Dienstag, 21. November 2017

Alle Artikel und Hintergründe

Nachlassplanung Vererbungslehre

2. Teil: Immobilien-Privileg vor dem Fall

Der Grund für die Dramen im Verwandtenkreis sei meist derselbe, sagt der Hamburger Erb- und Steuerrechtler Ulrich Gerken: "Das Familienoberhaupt hat entweder keine, nur unzureichende oder missverständlich formulierte Regelungen getroffen, wie das Vermögen später einmal aufgeteilt werden soll."

Wer erbt was? Regel: Gatten im Vorteil
manager magazin
Wer erbt was?
Regel: Gatten im Vorteil
69 Prozent der Deutschen machen kein Testament, aus Bequemlichkeit oder weil ihnen der Gedanke an den eigenen Tod unangenehm ist. Dieses im Einzelfall verständliche Unbehagen jedoch beschert Erbrechtsprofis gedeihliche Geschäfte.

Denn das heikle Thema Erbschaft beschäftigt derzeit mehr Familien als jemals zuvor in der deutschen Nachkriegsgeschichte.
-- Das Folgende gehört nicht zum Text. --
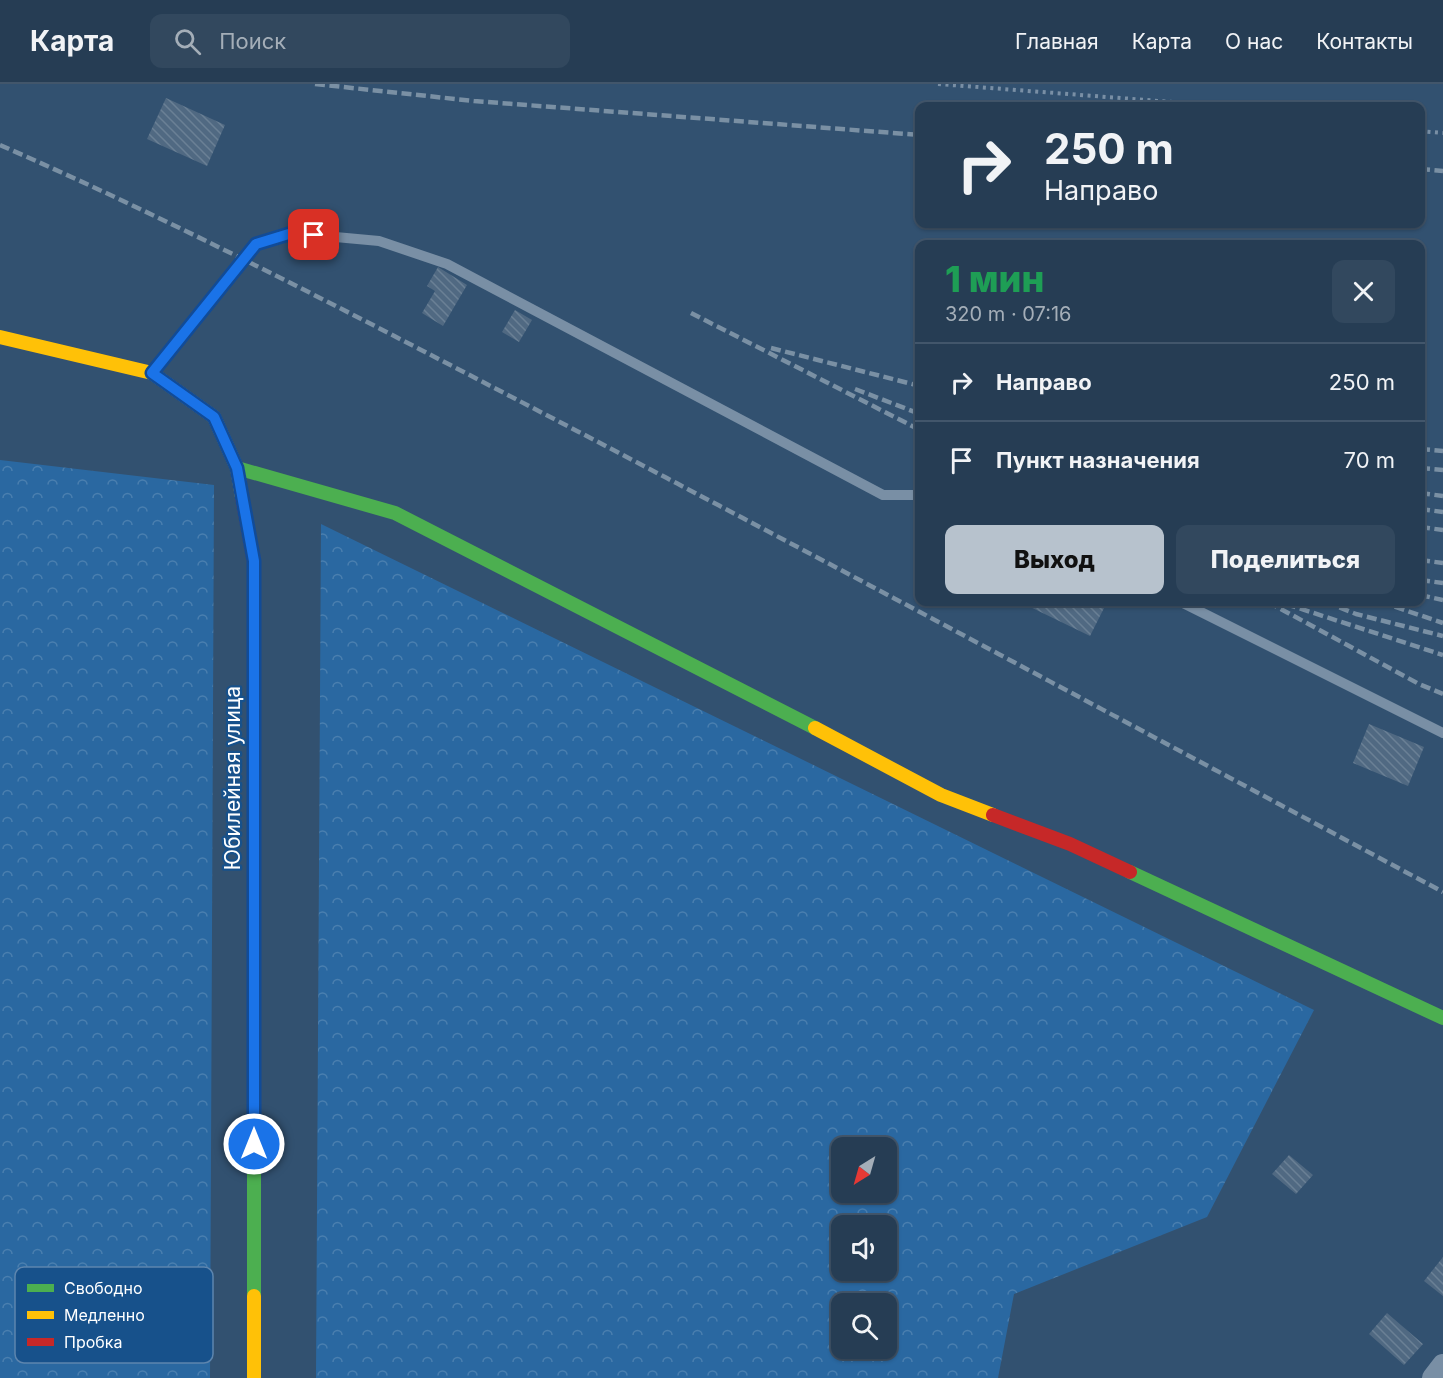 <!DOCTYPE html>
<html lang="ru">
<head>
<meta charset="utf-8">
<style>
	:root { --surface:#263d54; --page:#32485e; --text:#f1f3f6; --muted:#a4aeb8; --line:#42566b; --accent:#b7c2cd }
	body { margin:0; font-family:Inter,sans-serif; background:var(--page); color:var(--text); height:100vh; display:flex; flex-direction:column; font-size:22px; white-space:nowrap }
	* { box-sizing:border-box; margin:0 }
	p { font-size:20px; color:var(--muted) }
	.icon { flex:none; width:33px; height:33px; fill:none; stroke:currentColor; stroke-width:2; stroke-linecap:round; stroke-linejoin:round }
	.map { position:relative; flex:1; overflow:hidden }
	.sheet { position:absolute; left:915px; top:156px; width:510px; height:366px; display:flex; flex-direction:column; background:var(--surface); border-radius:12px; box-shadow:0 2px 4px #0004,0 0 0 2px var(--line) }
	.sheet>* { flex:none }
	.guide { position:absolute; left:915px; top:18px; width:510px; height:126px; border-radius:12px; box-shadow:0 2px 4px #0004,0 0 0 2px var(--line); background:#263d54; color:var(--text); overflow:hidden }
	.needle { width:39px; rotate:217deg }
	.buttons { position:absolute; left:831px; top:1053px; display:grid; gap:12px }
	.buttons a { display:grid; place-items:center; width:66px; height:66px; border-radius:12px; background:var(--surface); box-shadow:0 2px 4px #0004,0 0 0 2px var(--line); font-size:30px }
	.pin { position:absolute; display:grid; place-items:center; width:51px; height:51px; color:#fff; margin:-26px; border-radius:12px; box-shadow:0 3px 9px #0006 }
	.me { position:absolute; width:66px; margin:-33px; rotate:0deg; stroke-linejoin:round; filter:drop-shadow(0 0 4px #0008) }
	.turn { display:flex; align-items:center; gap:21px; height:126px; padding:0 30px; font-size:27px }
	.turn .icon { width:78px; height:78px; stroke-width:2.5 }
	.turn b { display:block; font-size:42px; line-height:51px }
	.round { display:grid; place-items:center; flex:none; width:63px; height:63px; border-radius:12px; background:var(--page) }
	.overview { display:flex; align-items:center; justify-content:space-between; height:102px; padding:0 30px }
	h1 { font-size:36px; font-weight:800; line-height:45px; color:#1e9e55 }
	.button { display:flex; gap:12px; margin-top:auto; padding:12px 30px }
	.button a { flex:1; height:69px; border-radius:12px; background:var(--accent); color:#111; font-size:24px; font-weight:800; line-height:69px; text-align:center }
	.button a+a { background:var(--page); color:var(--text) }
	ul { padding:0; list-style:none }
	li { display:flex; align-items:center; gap:18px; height:78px; padding:0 30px; border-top:2px solid var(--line) }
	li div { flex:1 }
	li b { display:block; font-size:22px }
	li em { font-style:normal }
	header { display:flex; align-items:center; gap:36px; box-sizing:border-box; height:84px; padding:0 30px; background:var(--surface); border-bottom:2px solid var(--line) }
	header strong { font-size:28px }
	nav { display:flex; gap:33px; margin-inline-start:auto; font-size:21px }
	.search { width:420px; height:54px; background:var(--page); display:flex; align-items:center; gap:15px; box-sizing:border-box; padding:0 21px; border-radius:12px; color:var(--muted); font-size:22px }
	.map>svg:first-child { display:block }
	.forest { fill:url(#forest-crowns); fill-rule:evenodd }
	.building { fill:url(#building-back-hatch) }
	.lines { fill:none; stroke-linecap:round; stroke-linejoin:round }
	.path { stroke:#798fa5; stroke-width:4; stroke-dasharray:3 4.5; stroke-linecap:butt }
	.lane { stroke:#798fa5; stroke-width:10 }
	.street { stroke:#798fa5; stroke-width:22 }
	.fast { stroke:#4caf50; stroke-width:14 }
	.slow { stroke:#ffc107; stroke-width:14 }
	.jam { stroke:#c62828; stroke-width:14 }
	.rail { stroke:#7a90a4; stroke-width:4.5; stroke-dasharray:10 4.5; stroke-linecap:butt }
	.route-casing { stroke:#114b97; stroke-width:15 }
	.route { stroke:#1a73e8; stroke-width:10 }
	.labels { text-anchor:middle; stroke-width:4.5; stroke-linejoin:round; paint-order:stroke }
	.street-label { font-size:21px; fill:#fff; stroke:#17518b }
	.key { fill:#17518b; stroke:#5d85ae; stroke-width:1.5 }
	.key-label { font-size:16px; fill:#fff }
</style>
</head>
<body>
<header>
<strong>Карта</strong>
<div class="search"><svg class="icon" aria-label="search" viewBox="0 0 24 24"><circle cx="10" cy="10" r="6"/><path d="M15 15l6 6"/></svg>Поиск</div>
<nav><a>Главная</a><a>Карта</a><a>О нас</a><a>Контакты</a></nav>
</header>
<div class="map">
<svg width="1443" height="1294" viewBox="0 0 1443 1294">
	<defs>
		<pattern id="forest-crowns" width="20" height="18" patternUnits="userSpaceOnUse" patternTransform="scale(1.5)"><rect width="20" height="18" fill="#2a68a1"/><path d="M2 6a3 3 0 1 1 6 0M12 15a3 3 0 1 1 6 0" fill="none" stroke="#4a7faf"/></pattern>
		<pattern id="building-back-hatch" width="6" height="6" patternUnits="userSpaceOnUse" patternTransform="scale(1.5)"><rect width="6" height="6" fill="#506982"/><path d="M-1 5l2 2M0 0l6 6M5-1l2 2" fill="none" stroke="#6a8095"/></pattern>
	</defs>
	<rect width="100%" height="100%" fill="#325170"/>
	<path class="forest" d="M0,376L214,401L210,1294H0Z
		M321,440L1314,926L1207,1133L1014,1210L998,1294H316ZM842,1064H886V1108H842ZM842,1142H886V1186H842ZM842,1220H886V1264H842Z"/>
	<path class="building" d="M166,14L225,41L207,82L147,55Z
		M438,183L467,201L443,242L422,229L435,207L427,202Z
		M515,226L532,236L519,258L502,248Z
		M1020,518H1107L1090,552Z
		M1369,640L1424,663L1408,702L1353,679Z
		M1289,1071L1313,1091L1296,1110L1272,1090Z
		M1443,1173V1212L1424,1197Z
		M1387,1229L1423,1260L1404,1281L1369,1250Z"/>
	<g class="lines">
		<path class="path" d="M938,0L1224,22
			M1420,47L1443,49"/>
		<path class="lane" d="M154,287L256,160L292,149L379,157L447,180L883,411H920
			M1181,518L1443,649"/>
		<path class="street" d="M1433,1294L1443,1281"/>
		<path class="fast" d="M237,384L395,429L815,644
			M254,717V1212
			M1130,788L1443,934"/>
		<path class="slow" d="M0,253L152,289L214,333L237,384L242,413
			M815,644L941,711L993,731
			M254,1212V1294"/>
		<path class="jam" d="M242,413L254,477V717
			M993,731L1070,760L1130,788"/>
		<path class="rail" d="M315,0L474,17L920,51
			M0,61C190,144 373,241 556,336C853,491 1148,650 1443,808
			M1420,85L1443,87
			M691,229L920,346
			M771,264L920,302
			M855,305L920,330
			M1420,365L1443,367
			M1420,384L1443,386
			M1420,409L1443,412
			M1420,425L1443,428
			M1420,443L1443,446
			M1420,476L1443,479
			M1420,496L1443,499
			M1420,511L1443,516
			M1268,518L1419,600L1443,610
			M1326,518L1356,530L1443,552
			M1381,518L1443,539
			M1286,520L1443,571"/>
	</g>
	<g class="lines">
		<g class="route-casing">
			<path id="route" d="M254,1060V477L237,384L214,333L152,289L256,160L292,149L314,151"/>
		</g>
		<use href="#route" class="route"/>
	</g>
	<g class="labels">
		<g class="street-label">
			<text transform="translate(233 694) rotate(-90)" y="7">Юбилейная улица</text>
		</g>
	</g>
	<rect x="15" y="1183" width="198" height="96" rx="9" class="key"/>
	<rect x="27" y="1200" width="27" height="8" fill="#4caf50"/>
	<rect x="27" y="1227" width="27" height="8" fill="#ffc107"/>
	<rect x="27" y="1254" width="27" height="8" fill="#c62828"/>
	<g class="key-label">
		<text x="64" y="1210">Свободно</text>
		<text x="64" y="1237">Медленно</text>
		<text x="64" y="1264">Пробка</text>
	</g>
</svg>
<div class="buttons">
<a><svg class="needle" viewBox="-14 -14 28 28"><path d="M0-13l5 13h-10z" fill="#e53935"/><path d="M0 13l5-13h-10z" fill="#a4aeb8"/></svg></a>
<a><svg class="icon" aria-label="sound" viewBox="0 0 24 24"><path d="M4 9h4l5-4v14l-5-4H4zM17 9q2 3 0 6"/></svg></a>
<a><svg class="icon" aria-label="search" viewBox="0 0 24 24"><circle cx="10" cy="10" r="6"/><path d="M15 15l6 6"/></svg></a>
</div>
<div class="pin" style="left:314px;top:151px;background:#d93025"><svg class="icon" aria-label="arrive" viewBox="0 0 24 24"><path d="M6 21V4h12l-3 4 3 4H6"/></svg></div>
<svg class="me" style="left:254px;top:1060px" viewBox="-20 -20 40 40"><circle r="17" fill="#1a73e8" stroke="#fff" stroke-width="3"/><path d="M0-11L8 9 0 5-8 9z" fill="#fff"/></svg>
<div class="guide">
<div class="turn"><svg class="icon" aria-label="right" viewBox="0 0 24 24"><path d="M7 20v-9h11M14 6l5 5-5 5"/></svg><div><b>250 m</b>Направо</div></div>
</div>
<section class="sheet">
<div class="overview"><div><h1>1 мин</h1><p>320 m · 07:16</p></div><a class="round"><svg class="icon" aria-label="close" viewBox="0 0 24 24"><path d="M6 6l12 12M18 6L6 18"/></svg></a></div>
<ul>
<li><svg class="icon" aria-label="right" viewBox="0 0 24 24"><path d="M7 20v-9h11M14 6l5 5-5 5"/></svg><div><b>Направо</b></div><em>250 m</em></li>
<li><svg class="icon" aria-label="arrive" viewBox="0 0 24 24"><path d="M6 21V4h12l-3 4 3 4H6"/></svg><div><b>Пункт назначения</b></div><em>70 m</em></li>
</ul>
<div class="button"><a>Выход</a><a>Поделиться</a></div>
</section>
</div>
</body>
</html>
Wie das Marktforschungsinstitut Empirica berechnet hat, reichen im laufenden Jahrzehnt acht Millionen Haushalte ihr seit den Wirtschaftswunderjahren aufgebautes Vermögen in Höhe von insgesamt zwei Billionen Euro im Familienkreis weiter. Von 2010 bis 2015 sollen noch einmal Vermögenswerte in Höhe von 1,3 Billionen Euro vererbt werden.

Hinzu kommen die wachsenden Begehrlichkeiten der Finanzbehörden: Bisher bittet das Finanzamt Erben von Häusern und Wohnungen - die laut Empirica in rund 36 Prozent der Nachlässe eine Rolle spielen - nur in moderatem Umfang an die Erbschaftsteuer-Kasse. Dieses Privileg könnte noch in diesem Jahr fallen, wenn das Bundesverfassungsgericht die Bevorzugung der Immobilien gegenüber anderen Vermögenswerten als Verstoß gegen das Gleichbehandlungsgebot des Grundgesetzes wertet. Käme es so, würden die Steuervorschriften für Immobilien wohl verschärft.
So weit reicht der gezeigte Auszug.